The mixed report did little to shake prevailing view that oil supplies will tighten amid rising global demand, particularly from fast-growing economies in China and India.
"It's two steps forward, then one back in terms of this week's inventory cushion," said Tim Evans, an analyst at Citigroup Inc. in New York.
Wednesday's inventory report could mean more bad news for heating oil customers already expecting costs to rise 22 percent this winter. Heating oil futures fell 0.27 cent to settle at $2.6874 a gallon on the New York Mercantile Exchange after earlier hitting $2.7154, a new record.
At the pump, meanwhile, gas prices fell 0.1 cent overnight to a national average of $3.089 a gallon, according to AAA and the Oil Price Information Service. Prices have fallen 2.3 cents since last week, and are almost 14 cents below the record price of $3.227 a gallon set in May, a bit of good news for Thanksgiving holiday drivers.
Gas prices will likely remain flat or fall unless oil reaches $100 a barrel or higher, analysts say.
Crude prices retreated Wednesday, however, after a mixed inventory report that didn't do much to change a prevailing view that oil supplies will tighten amid rising demand.
Light, sweet crude for January delivery fell 74 cents to settle at $97.29 a barrel on the New York Mercantile Exchange.
Before the inventory report, prices rose as high as $99.29 a barrel in electronic trading to break the previous intraday record of $98.62 set earlier this month.
Crude prices are within the range of inflation-adjusted highs set in early 1980. Depending on how the adjustment is calculated, $38 a barrel then would be worth $96 to $103 or more today.
A swoon in the stock market also pressured oil prices Wednesday. Energy investors worry that falling equities are a symptom of a weakening economy, which would use less oil and gasoline.
Analysts said trading in energy futures was volatile Wednesday due to light volumes before Thanksgiving. The Nymex will be closed Thursday and will close early Friday.
"This is holiday trade, and some pension fund comes in with a sizable order ... and you're down half a buck," said Jim Ritterbusch, president of Ritterbusch & Associates, in Galena, Ill.
Other energy futures were mixed. December gasoline fell 1.44 cents to settle at $2.4371 a gallon on the Nymex. December natural gas rose 7.3 cents to settle at $7.55 per 1,000 cubic feet. In a separate report, the EIA said natural gas inventories grew by 4 billion cubic feet last week, in line with expectations.

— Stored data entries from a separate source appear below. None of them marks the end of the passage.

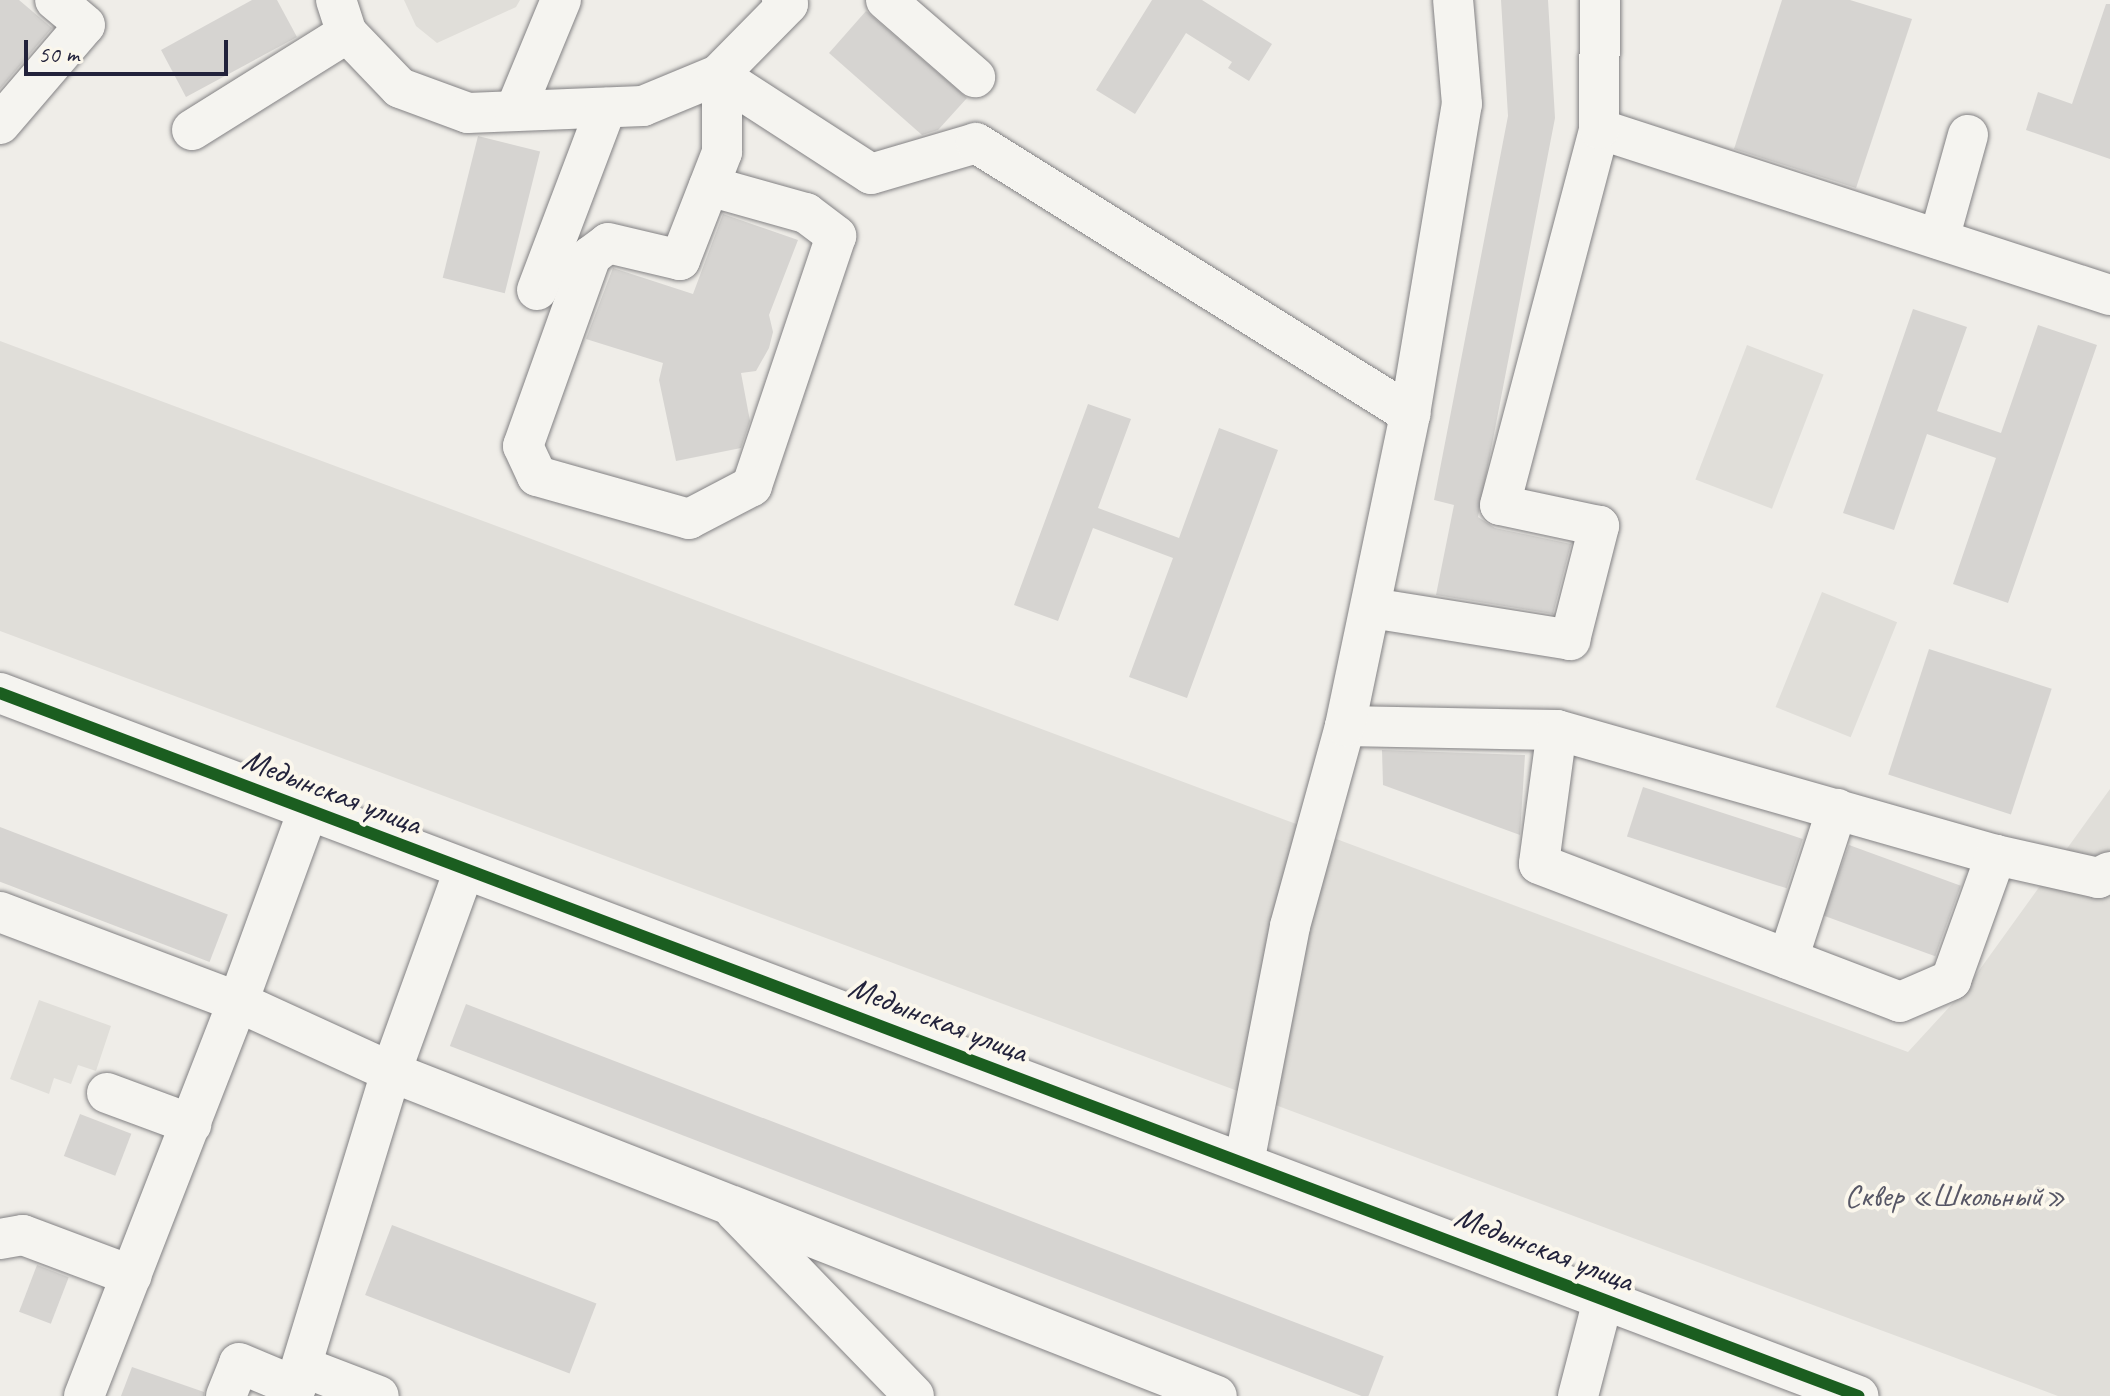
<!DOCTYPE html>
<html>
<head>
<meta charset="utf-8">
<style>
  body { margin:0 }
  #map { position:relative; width:2110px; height:1396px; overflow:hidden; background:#efede8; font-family:Caveat,sans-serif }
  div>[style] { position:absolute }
  .green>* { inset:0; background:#e0ded9; transform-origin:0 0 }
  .building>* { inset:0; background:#d6d4d1; transform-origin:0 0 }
  .roads { filter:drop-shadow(0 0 2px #838284) drop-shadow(0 0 2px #838284) }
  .minor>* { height:40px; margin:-20px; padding:0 20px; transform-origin:20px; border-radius:20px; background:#f5f4f0 }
  .cycleway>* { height:12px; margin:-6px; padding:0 6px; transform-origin:6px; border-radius:6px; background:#1b5e20 }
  span { translate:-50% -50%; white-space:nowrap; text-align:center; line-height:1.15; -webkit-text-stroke:8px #fbf7ec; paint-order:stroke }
  .street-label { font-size:32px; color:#22223b }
  .park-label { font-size:32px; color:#575766 }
  .scale { position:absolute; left:24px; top:40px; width:204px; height:36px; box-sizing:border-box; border:4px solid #22223b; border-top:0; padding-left:10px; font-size:24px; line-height:28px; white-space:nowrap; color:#22223b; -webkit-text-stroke:6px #fbf7ec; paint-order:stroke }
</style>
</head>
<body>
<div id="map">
  <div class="green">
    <i style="clip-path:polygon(404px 0,520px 0,516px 7px,437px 43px,416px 26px)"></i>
    <i style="clip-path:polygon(0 341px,1908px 1052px,1965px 990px,2110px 789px,2110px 1396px,2058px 1396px,0 631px)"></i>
    <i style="left:1747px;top:345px;width:82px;height:144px;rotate:21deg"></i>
    <i style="left:1822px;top:592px;width:81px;height:124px;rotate:22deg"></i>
    <i style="clip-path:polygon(39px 1000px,111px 1026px,96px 1071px,78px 1065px,71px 1084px,54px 1078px,49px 1094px,10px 1079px)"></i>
  </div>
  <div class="building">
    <i style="clip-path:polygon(0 0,19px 0,52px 28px,0 89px)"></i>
    <i style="clip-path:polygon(252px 0,277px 0,297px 37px,186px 97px,161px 50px)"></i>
    <i style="clip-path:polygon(1152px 0,1202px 0,1272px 44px,1249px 81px,1228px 68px,1232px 62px,1186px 33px,1135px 114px,1096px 90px)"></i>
    <i style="clip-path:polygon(1501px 0,1548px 0,1555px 118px,1478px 517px,1495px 528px,1571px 544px,1553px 614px,1436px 595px,1454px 505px,1434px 500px,1508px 116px)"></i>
    <i style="clip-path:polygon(1782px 0,1850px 0,1912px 19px,1856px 188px,1734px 149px)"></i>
    <i style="clip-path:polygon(2106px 4px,2110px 4px,2110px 159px,2026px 130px,2038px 92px,2072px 104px)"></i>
    <i style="clip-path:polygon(866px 11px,967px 98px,938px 130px,922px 135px,829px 53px)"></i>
    <i style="left:478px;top:136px;width:64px;height:146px;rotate:14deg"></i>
    <i style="clip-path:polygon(723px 214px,798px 240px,769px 315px,773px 332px,769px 348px,756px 371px,741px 373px,750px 421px,741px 448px,676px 461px,659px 380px,663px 363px,586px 339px,613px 268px,693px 294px)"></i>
    <i style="clip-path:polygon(1913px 309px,1967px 327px,1937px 411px,2001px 433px,2038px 325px,2097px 345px,2008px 603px,1953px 584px,1996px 458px,1927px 434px,1894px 530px,1843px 513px)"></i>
    <i style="clip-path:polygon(1088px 404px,1131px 419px,1098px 508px,1179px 538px,1219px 428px,1278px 450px,1187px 698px,1129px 677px,1173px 558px,1093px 528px,1058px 621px,1014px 605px)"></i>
    <i style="left:1929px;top:649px;width:129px;height:132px;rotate:18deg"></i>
    <i style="clip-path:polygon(1382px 750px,1525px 755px,1520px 835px,1383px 785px)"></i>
    <i style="left:1643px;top:787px;width:168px;height:52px;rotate:18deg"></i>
    <i style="left:0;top:827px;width:244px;height:51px;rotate:21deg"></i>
    <i style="left:1849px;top:845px;width:119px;height:75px;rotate:20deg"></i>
    <i style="left:466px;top:1004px;width:983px;height:45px;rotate:21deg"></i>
    <i style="left:80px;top:1114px;width:55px;height:45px;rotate:21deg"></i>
    <i style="left:392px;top:1225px;width:219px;height:75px;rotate:21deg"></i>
    <i style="left:37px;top:1265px;width:34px;height:50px;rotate:21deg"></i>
    <i style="clip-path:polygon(132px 1367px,204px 1392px,204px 1396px,121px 1396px)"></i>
  </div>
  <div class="roads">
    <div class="minor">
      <i style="left:336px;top:0;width:35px;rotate:72deg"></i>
      <i style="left:347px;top:33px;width:76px;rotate:46.1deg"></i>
      <i style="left:400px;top:88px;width:72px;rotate:20.2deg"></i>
      <i style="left:468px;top:113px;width:175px;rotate:-2.3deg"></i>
      <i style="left:643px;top:106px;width:81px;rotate:-22.5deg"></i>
      <i style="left:782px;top:0;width:7px;rotate:34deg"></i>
      <i style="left:788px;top:4px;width:100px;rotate:134.6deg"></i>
      <i style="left:718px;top:75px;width:182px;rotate:32.9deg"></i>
      <i style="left:871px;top:174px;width:109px;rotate:-16.4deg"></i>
      <i style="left:976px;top:143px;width:512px;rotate:31.98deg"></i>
      <i style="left:886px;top:0;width:118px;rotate:40.9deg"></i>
      <i style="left:515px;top:111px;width:120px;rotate:-67.5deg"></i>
      <i style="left:0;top:124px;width:130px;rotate:-49.4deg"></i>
      <i style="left:85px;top:25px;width:39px;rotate:-140deg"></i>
      <i style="left:1599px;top:129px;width:537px;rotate:18deg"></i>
      <i style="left:192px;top:130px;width:183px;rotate:-32deg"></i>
      <i style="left:709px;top:186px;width:101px;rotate:15.6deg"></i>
      <i style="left:806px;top:213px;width:38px;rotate:37deg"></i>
      <i style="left:836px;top:236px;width:264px;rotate:108.6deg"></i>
      <i style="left:752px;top:486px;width:71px;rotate:152.4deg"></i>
      <i style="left:689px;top:519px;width:158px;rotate:-164.2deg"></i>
      <i style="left:537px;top:476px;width:33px;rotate:-115deg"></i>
      <i style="left:523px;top:446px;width:202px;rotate:-70.3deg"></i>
      <i style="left:591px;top:256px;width:21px;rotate:-37deg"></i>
      <i style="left:608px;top:243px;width:74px;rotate:13.3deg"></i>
      <i style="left:680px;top:260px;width:116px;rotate:-68.7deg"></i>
      <i style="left:722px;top:152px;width:75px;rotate:-90deg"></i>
      <i style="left:1939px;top:239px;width:108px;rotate:-74.4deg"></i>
      <i style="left:537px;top:290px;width:195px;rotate:-69.2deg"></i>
      <i style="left:1371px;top:608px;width:202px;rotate:9.1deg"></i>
      <i style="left:1570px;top:640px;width:118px;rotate:-75.7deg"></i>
      <i style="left:1599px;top:526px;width:101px;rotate:-168deg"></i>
      <i style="left:1500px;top:505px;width:389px;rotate:-75.2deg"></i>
      <i style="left:1599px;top:129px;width:129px;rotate:-89.6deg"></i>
      <i style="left:0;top:693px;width:1987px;rotate:20.72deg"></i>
      <i style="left:1345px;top:726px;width:212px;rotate:1.1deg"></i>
      <i style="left:1557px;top:730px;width:456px;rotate:15.9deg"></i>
      <i style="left:1996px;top:855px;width:105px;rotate:12.7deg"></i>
      <i style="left:2098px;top:878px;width:13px;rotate:-27deg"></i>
      <i style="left:1557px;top:730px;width:135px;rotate:97.7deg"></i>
      <i style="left:1539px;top:864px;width:386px;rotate:20.9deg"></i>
      <i style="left:1900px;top:1002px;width:56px;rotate:-23.3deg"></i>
      <i style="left:1951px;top:980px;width:133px;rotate:-70.2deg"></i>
      <i style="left:0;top:912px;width:254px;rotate:20.7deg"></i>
      <i style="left:238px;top:1002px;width:203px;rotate:-69.9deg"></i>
      <i style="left:1788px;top:959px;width:158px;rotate:-71.9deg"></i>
      <i style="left:107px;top:1093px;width:90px;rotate:20.3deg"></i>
      <i style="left:1244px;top:1163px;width:241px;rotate:-79deg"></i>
      <i style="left:1290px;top:926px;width:207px;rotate:-74.6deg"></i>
      <i style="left:1345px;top:726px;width:319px;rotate:-78.2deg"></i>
      <i style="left:1410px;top:414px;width:314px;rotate:-80.5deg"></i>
      <i style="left:1462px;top:104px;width:104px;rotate:-94.9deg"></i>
      <i style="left:735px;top:1211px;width:257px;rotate:45.9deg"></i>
      <i style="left:0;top:1239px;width:23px;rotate:-10deg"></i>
      <i style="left:23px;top:1235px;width:116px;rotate:20.6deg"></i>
      <i style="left:303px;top:1367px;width:81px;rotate:20.9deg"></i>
      <i style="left:84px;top:1396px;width:423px;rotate:-68.7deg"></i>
      <i style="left:238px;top:1002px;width:168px;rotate:24.6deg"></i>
      <i style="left:391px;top:1072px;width:887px;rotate:21.42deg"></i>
      <i style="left:226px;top:1396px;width:35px;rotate:-68deg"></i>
      <i style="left:239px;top:1363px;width:62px;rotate:22.8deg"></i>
      <i style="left:292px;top:1396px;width:339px;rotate:-73deg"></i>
      <i style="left:391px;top:1072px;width:215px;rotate:-70.1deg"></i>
      <i style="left:1578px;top:1396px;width:99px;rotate:-75.4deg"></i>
    </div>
  </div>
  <div class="cycleway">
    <i style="left:0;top:693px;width:1987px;rotate:20.72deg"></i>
  </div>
  <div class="street-label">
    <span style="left:332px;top:792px;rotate:21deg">Медынская улица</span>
    <span style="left:938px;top:1020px;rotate:21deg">Медынская улица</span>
    <span style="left:1544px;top:1249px;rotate:21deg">Медынская улица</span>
  </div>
  <div class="park-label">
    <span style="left:1955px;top:1196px">Сквер «Школьный»</span>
  </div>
  <div class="scale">50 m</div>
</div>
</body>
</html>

In London, December Brent crude fell 65 cents to settle at $94.84 a barrel on the ICE Futures exchange.
Oil inventories fell by 1.1 million barrels last week, versus a 700,000 barrel increase analysts surveyed by Dow Jones Newswires, on average, had expected. Inventories at the closely watched Nymex delivery terminal in Cushing, Okla., rose by 1.2 million barrels, however. It was the first substantial increase in Cushing stocks in weeks, and the largest since the end of August.
The Cushing terminal is the physical delivery point for Nymex crude. Falling supplies there are seen as a symptom of a tight market. Those concerns ease when Cushing inventories rise.
The EIA also said refinery activity fell last week, countering expectations for a slight increase. Gasoline inventories grew less than expected, but distillate supplies fell by 2.4 million barrels, far more than expected.
The decline in overall crude supplies can be explained in part by imports, which fell by an average of 667,000 barrels a day, or about 6 percent, last week. Gasoline imports rose 11 percent.
Demand for gasoline remains tepid, a function of higher prices, analysts say. Demand for gasoline rose by 35,000 barrels last week, and by 0.3 percent over the last four weeks compared to the same period last year, the EIA said.